Когда показывается — является оторопь от такой жизни, и мучительная «дурь» становится так хороша, и хочется вернуть её себе. Делаются серьёзные усилия, и «дурь» становится действующей силой, поэзией писательства.
«Пепко» есть свидетельство, что Мамин — настоящий поэт, независимый от внешних условий.
21 января.
Не верь, что свободен от ненужного чувства, если даже обнажится дно души: это временное, а душа снова наполнится. Сегодня впервые только начало показываться равнодушие — и вот это начало есть начало конца и начало обычной свободы.
Только вижу по этому примеру, как же мало взял я у жизни для себя, как дал этому чернильному червю насквозь иссосать свою душу.
Это была женщина не воображаемая, не на бумаге, а живая, душевно-грациозная, и я понял, что настоящие счастливые люди живут для этого, а не для книг, как я; что для этого стоит жить и что о нас говорят потому, что мы себя отдали, а о тех молчат, потому что они жили счастливо: о счастье молчат.

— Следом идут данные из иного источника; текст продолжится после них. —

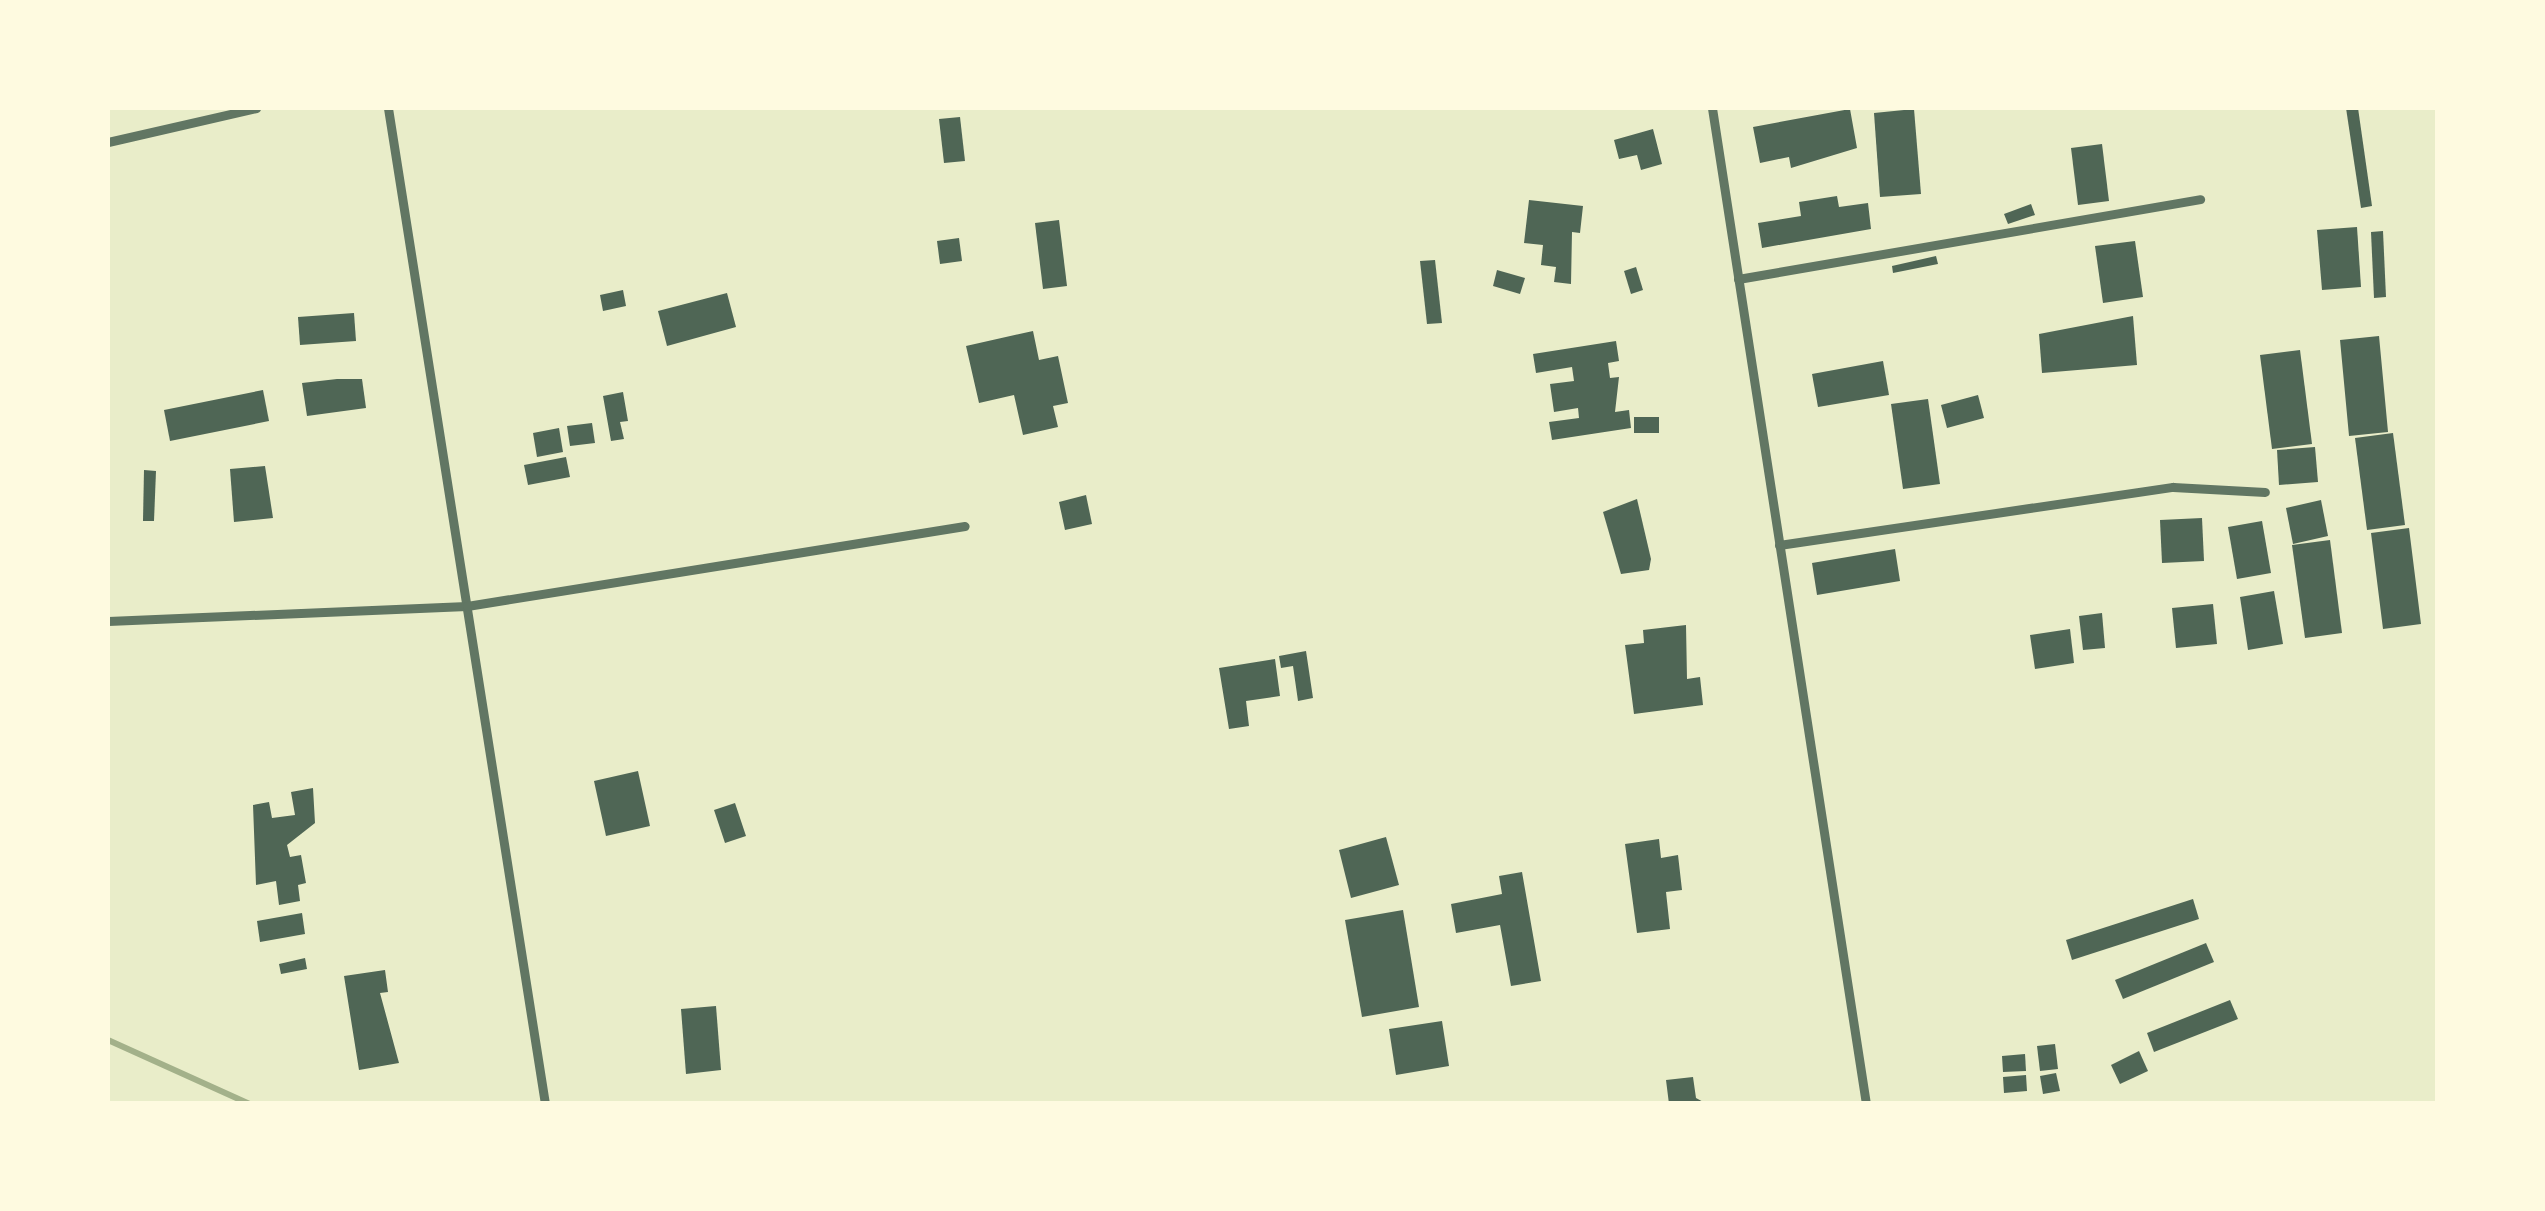 <!DOCTYPE html>
<html>
<head>
<meta charset="utf-8">
<style>
  body { margin:0 }
  #map { position:relative; width:2545px; height:1211px; overflow:hidden; background:#e9edc9; font-family:Barlow,sans-serif }
  div>[style] { position:absolute }
  .stream>* { height:6px; margin:-3px; padding:0 3px; transform-origin:3px; border-radius:3px; background:#a3b18a }
  .building>* { inset:0; background:#4f6655 }
  .minor>* { height:9px; margin:-4.5px; padding:0 4.5px; transform-origin:4.5px; border-radius:4.5px; background:#617663 }
  span { translate:-50% -50%; white-space:nowrap; text-align:center; line-height:1.15; -webkit-text-stroke:9px #fefae0; paint-order:stroke }
  .frame { position:absolute; inset:0; border:110px solid #fefae0; pointer-events:none }
</style>
</head>
<body>
<div id="map">
  <div class="stream">
    <div style="left:108px;top:1040px;width:156px;rotate:24.3deg"></div>
  </div>
  <div class="building">
    <div style="clip-path:polygon(2346px 108px,2358px 108px,2372px 206px,2361px 208px)"></div>
    <div style="clip-path:polygon(1850px 109px,1857px 148px,1791px 168px,1789px 157px,1760px 163px,1753px 127px)"></div>
    <div style="clip-path:polygon(1914px 109px,1921px 194px,1880px 197px,1874px 113px)"></div>
    <div style="clip-path:polygon(960px 117px,965px 161px,944px 163px,939px 119px)"></div>
    <div style="clip-path:polygon(1653px 129px,1662px 164px,1641px 170px,1637px 155px,1619px 159px,1614px 140px)"></div>
    <div style="clip-path:polygon(2102px 144px,2109px 201px,2078px 205px,2071px 148px)"></div>
    <div style="clip-path:polygon(1837px 196px,1839px 207px,1868px 203px,1871px 229px,1762px 248px,1758px 223px,1801px 216px,1799px 202px)"></div>
    <div style="clip-path:polygon(1529px 200px,1583px 206px,1580px 233px,1572px 232px,1571px 284px,1554px 282px,1556px 267px,1541px 265px,1543px 245px,1524px 243px)"></div>
    <div style="clip-path:polygon(2031px 204px,2035px 215px,2008px 224px,2004px 214px)"></div>
    <div style="clip-path:polygon(1059px 220px,1067px 286px,1043px 289px,1035px 223px)"></div>
    <div style="clip-path:polygon(2357px 227px,2361px 287px,2322px 290px,2317px 230px)"></div>
    <div style="clip-path:polygon(2383px 231px,2386px 297px,2374px 298px,2371px 232px)"></div>
    <div style="clip-path:polygon(959px 238px,962px 261px,940px 264px,937px 241px)"></div>
    <div style="clip-path:polygon(2135px 241px,2143px 297px,2103px 303px,2095px 246px)"></div>
    <div style="clip-path:polygon(1936px 256px,1938px 264px,1893px 273px,1892px 266px)"></div>
    <div style="clip-path:polygon(1435px 260px,1442px 323px,1427px 324px,1420px 261px)"></div>
    <div style="clip-path:polygon(1636px 267px,1643px 290px,1631px 294px,1624px 271px)"></div>
    <div style="clip-path:polygon(1497px 270px,1525px 278px,1520px 294px,1493px 286px)"></div>
    <div style="clip-path:polygon(623px 290px,626px 306px,603px 311px,600px 295px)"></div>
    <div style="clip-path:polygon(727px 293px,736px 327px,667px 346px,658px 311px)"></div>
    <div style="clip-path:polygon(354px 313px,356px 341px,300px 345px,298px 317px)"></div>
    <div style="clip-path:polygon(2133px 316px,2137px 365px,2042px 373px,2039px 334px)"></div>
    <div style="clip-path:polygon(1033px 331px,1039px 360px,1058px 356px,1068px 403px,1053px 406px,1058px 427px,1023px 435px,1014px 395px,979px 403px,966px 346px)"></div>
    <div style="clip-path:polygon(2379px 336px,2388px 432px,2349px 436px,2340px 340px)"></div>
    <div style="clip-path:polygon(1616px 341px,1619px 361px,1608px 363px,1610px 378px,1619px 377px,1615px 412px,1629px 410px,1631px 428px,1552px 440px,1549px 422px,1579px 418px,1578px 408px,1554px 412px,1550px 384px,1574px 381px,1572px 367px,1536px 373px,1533px 354px)"></div>
    <div style="clip-path:polygon(2300px 350px,2312px 444px,2272px 449px,2260px 355px)"></div>
    <div style="clip-path:polygon(1883px 361px,1889px 395px,1818px 407px,1812px 374px)"></div>
    <div style="clip-path:polygon(337px 379px,362px 379px,366px 408px,307px 416px,302px 383px)"></div>
    <div style="clip-path:polygon(263px 390px,269px 421px,170px 441px,164px 410px)"></div>
    <div style="clip-path:polygon(623px 392px,628px 421px,620px 422px,624px 439px,611px 441px,603px 396px)"></div>
    <div style="clip-path:polygon(1978px 395px,1984px 418px,1947px 428px,1941px 405px)"></div>
    <div style="clip-path:polygon(1928px 399px,1940px 484px,1903px 489px,1891px 404px)"></div>
    <div style="clip-path:polygon(1634px 417px,1659px 417px,1659px 433px,1634px 433px)"></div>
    <div style="clip-path:polygon(592px 423px,595px 443px,570px 446px,567px 426px)"></div>
    <div style="clip-path:polygon(559px 428px,563px 452px,537px 457px,533px 433px)"></div>
    <div style="clip-path:polygon(2393px 433px,2405px 525px,2367px 530px,2355px 438px)"></div>
    <div style="clip-path:polygon(2315px 447px,2318px 482px,2279px 485px,2277px 450px)"></div>
    <div style="clip-path:polygon(566px 457px,570px 477px,528px 485px,524px 465px)"></div>
    <div style="clip-path:polygon(265px 466px,273px 518px,234px 522px,230px 469px)"></div>
    <div style="clip-path:polygon(144px 470px,156px 471px,154px 521px,143px 521px)"></div>
    <div style="clip-path:polygon(1086px 495px,1092px 524px,1065px 530px,1059px 502px)"></div>
    <div style="clip-path:polygon(1637px 499px,1651px 559px,1649px 570px,1621px 574px,1603px 512px)"></div>
    <div style="clip-path:polygon(2321px 500px,2328px 536px,2293px 544px,2286px 508px)"></div>
    <div style="clip-path:polygon(2202px 518px,2204px 561px,2162px 563px,2160px 520px)"></div>
    <div style="clip-path:polygon(2262px 521px,2271px 573px,2237px 579px,2228px 527px)"></div>
    <div style="clip-path:polygon(2409px 528px,2421px 624px,2383px 629px,2371px 533px)"></div>
    <div style="clip-path:polygon(2330px 540px,2342px 633px,2305px 638px,2292px 545px)"></div>
    <div style="clip-path:polygon(1895px 549px,1900px 581px,1817px 595px,1812px 563px)"></div>
    <div style="clip-path:polygon(2274px 591px,2283px 644px,2248px 650px,2240px 597px)"></div>
    <div style="clip-path:polygon(2213px 604px,2217px 644px,2176px 648px,2172px 608px)"></div>
    <div style="clip-path:polygon(2102px 613px,2105px 648px,2083px 650px,2079px 616px)"></div>
    <div style="clip-path:polygon(1686px 625px,1687px 679px,1700px 677px,1703px 705px,1634px 714px,1625px 645px,1644px 643px,1643px 630px)"></div>
    <div style="clip-path:polygon(2070px 629px,2074px 663px,2035px 669px,2030px 635px)"></div>
    <div style="clip-path:polygon(1306px 651px,1313px 698px,1298px 701px,1293px 666px,1281px 668px,1279px 656px)"></div>
    <div style="clip-path:polygon(1275px 659px,1280px 696px,1246px 701px,1249px 726px,1229px 729px,1219px 668px)"></div>
    <div style="clip-path:polygon(638px 771px,650px 826px,606px 836px,594px 781px)"></div>
    <div style="clip-path:polygon(313px 788px,315px 823px,287px 845px,290px 857px,301px 855px,306px 883px,298px 885px,300px 901px,279px 905px,276px 881px,256px 885px,253px 805px,269px 802px,272px 818px,295px 815px,291px 792px)"></div>
    <div style="clip-path:polygon(735px 803px,746px 836px,725px 843px,714px 810px)"></div>
    <div style="clip-path:polygon(1386px 837px,1399px 885px,1351px 898px,1339px 850px)"></div>
    <div style="clip-path:polygon(1659px 839px,1661px 858px,1678px 855px,1682px 890px,1666px 892px,1670px 929px,1637px 933px,1625px 844px)"></div>
    <div style="clip-path:polygon(1522px 872px,1541px 981px,1511px 986px,1500px 925px,1456px 933px,1451px 904px,1502px 894px,1499px 876px)"></div>
    <div style="clip-path:polygon(2193px 899px,2199px 919px,2072px 960px,2066px 940px)"></div>
    <div style="clip-path:polygon(1403px 910px,1419px 1007px,1362px 1017px,1345px 920px)"></div>
    <div style="clip-path:polygon(302px 913px,305px 934px,260px 942px,257px 921px)"></div>
    <div style="clip-path:polygon(2206px 943px,2214px 962px,2123px 999px,2115px 980px)"></div>
    <div style="clip-path:polygon(305px 958px,307px 969px,281px 974px,279px 964px)"></div>
    <div style="clip-path:polygon(385px 970px,388px 992px,380px 993px,399px 1063px,359px 1070px,344px 976px)"></div>
    <div style="clip-path:polygon(2230px 1000px,2238px 1019px,2154px 1052px,2147px 1033px)"></div>
    <div style="clip-path:polygon(716px 1006px,721px 1070px,686px 1074px,681px 1009px)"></div>
    <div style="clip-path:polygon(1442px 1021px,1449px 1066px,1396px 1075px,1389px 1029px)"></div>
    <div style="clip-path:polygon(2055px 1044px,2058px 1069px,2040px 1071px,2037px 1046px)"></div>
    <div style="clip-path:polygon(2139px 1051px,2148px 1071px,2120px 1084px,2111px 1065px)"></div>
    <div style="clip-path:polygon(2025px 1054px,2026px 1071px,2003px 1072px,2002px 1056px)"></div>
    <div style="clip-path:polygon(2056px 1073px,2060px 1091px,2043px 1094px,2040px 1076px)"></div>
    <div style="clip-path:polygon(2026px 1075px,2027px 1091px,2004px 1093px,2003px 1077px)"></div>
    <div style="clip-path:polygon(1693px 1077px,1696px 1098px,1707px 1104px,1669px 1104px,1666px 1080px)"></div>
  </div>
  <div class="minor">
    <div style="left:388px;top:108px;width:1008px;rotate:81.04deg"></div>
    <div style="left:1712px;top:108px;width:1008px;rotate:81.21deg"></div>
    <div style="left:108px;top:142px;width:152px;rotate:-12.9deg"></div>
    <div style="left:1738px;top:279px;width:469px;rotate:-9.8deg"></div>
    <div style="left:1779px;top:545px;width:398px;rotate:-8.4deg"></div>
    <div style="left:2173px;top:487px;width:92px;rotate:3.1deg"></div>
    <div style="left:108px;top:621px;width:359px;rotate:-2.4deg"></div>
    <div style="left:467px;top:606px;width:504px;rotate:-9.13deg"></div>
  </div>
  <div class="frame"></div>
</div>
</body>
</html>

И вот захотелось с этого мрачно-насиженного трона сбежать.
Как прыжок косули в лесу — прыгнет, и не опомнишься, а в глазу это остаётся, и потом вспоминаешь до того отчётливо, что взять в руки карандаш и нарисовать. Так вот пребывание этой женщины в моей комнате: ничего от неё как женщины не осталось,— это был прыжок... Но как счастливы те, кто не пишет, кто этим живёт.